[Dataset entries]

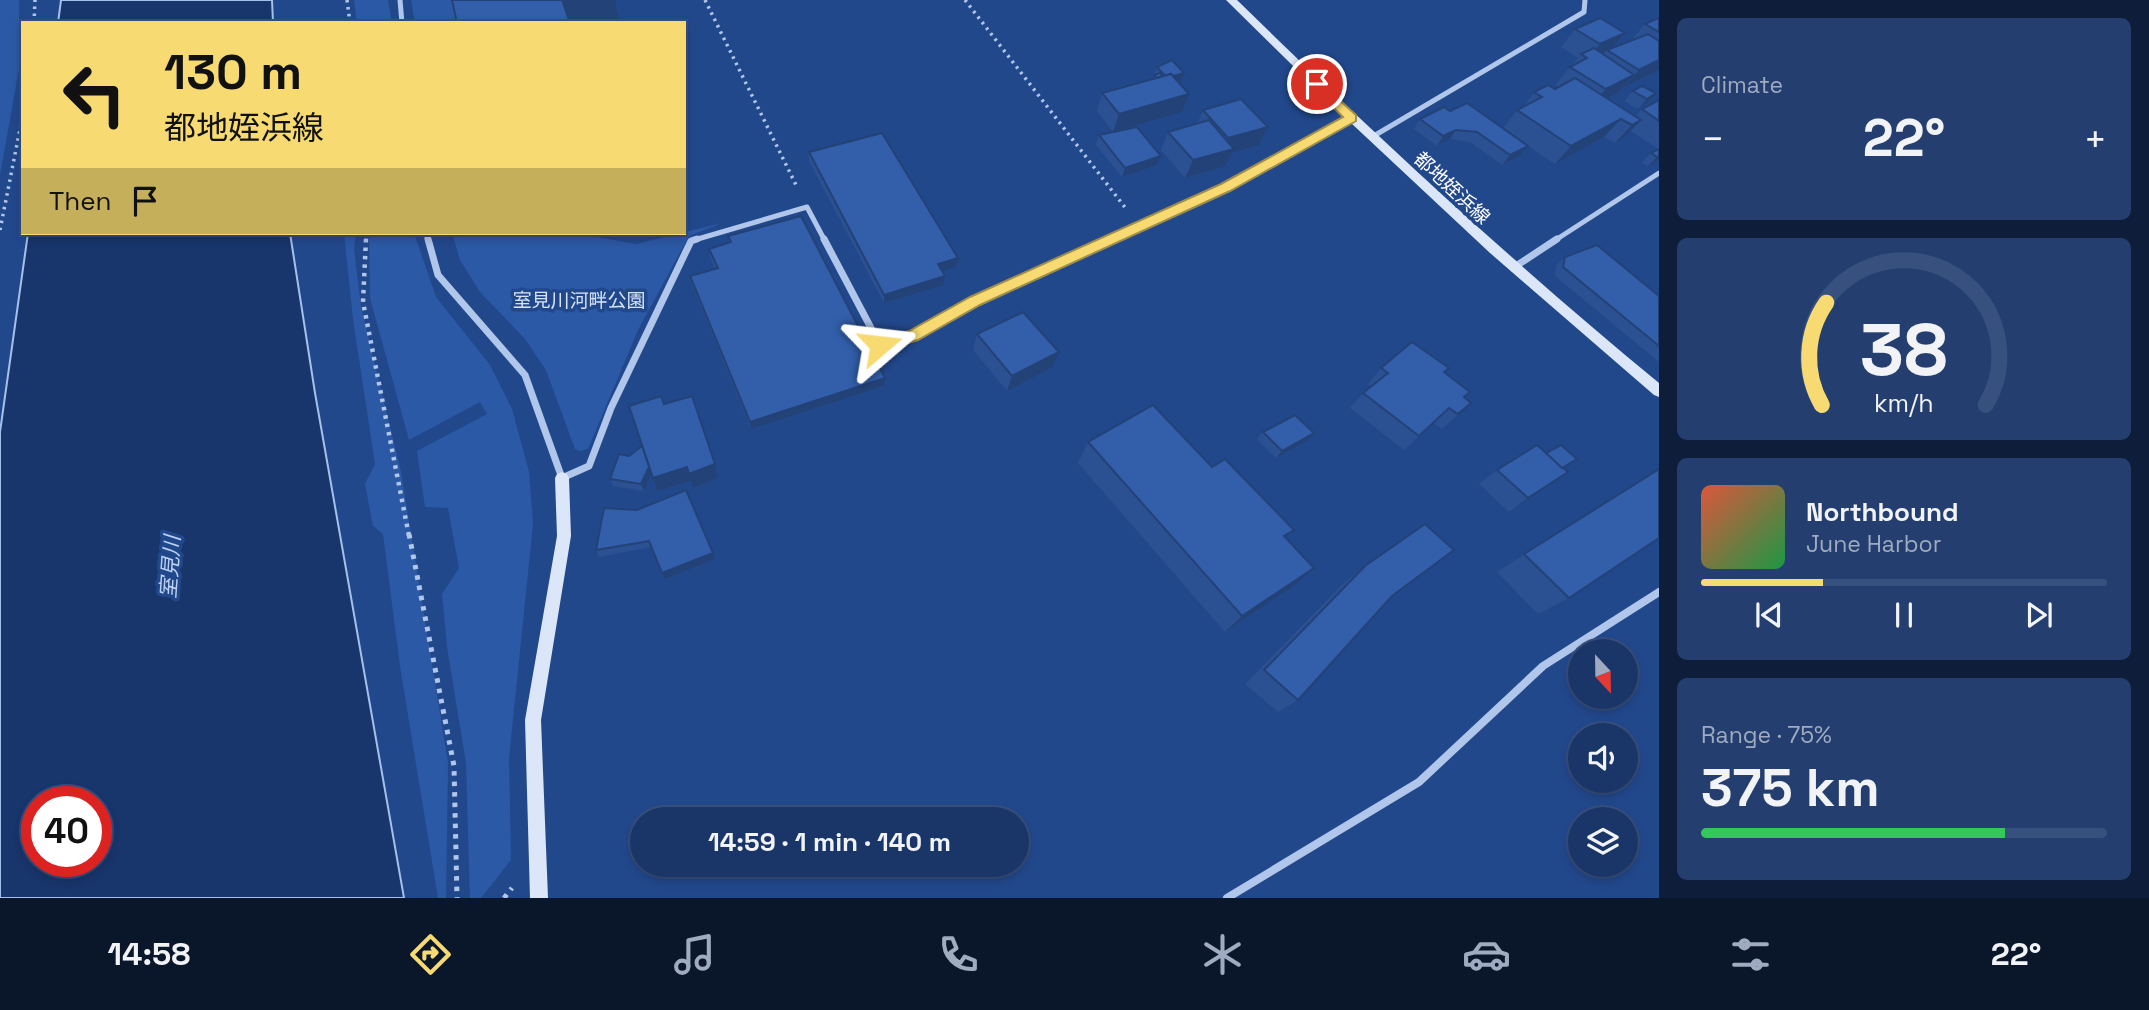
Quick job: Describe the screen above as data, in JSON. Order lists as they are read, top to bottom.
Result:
{
  "streets": {
    "street": ["都地姪浜線"]
  },
  "water": ["室見川"],
  "parks": ["室見川河畔公園"],
  "north": "bottom",
  "page": {
    "tile": [
      "Climate",
      ["Range · 75%", "375 km"]
    ],
    "turn": ["130 m", "都地姪浜線"],
    "heat": ["−", "22°", "+"],
    "then": "Then",
    "song": ["Northbound", "June Harbor"],
    "limit": "40",
    "trip": "14:59 · 1 min · 140 m",
    "tabs": ["14:58", "22°"],
    "gauge": ["38", "km/h"]
  }
}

* About this task *
Transcribe every line in the entries above, taking out only the images.

* Result of this task *
Quick job: Describe the screen above as data, in JSON. Order lists as they are read, top to bottom.
Result:
{
  "streets": {
    "street": ["都地姪浜線"]
  },
  "water": ["室見川"],
  "parks": ["室見川河畔公園"],
  "north": "bottom",
  "page": {
    "tile": [
      "Climate",
      ["Range · 75%", "375 km"]
    ],
    "turn": ["130 m", "都地姪浜線"],
    "heat": ["−", "22°", "+"],
    "then": "Then",
    "song": ["Northbound", "June Harbor"],
    "limit": "40",
    "trip": "14:59 · 1 min · 140 m",
    "tabs": ["14:58", "22°"],
    "gauge": ["38", "km/h"]
  }
}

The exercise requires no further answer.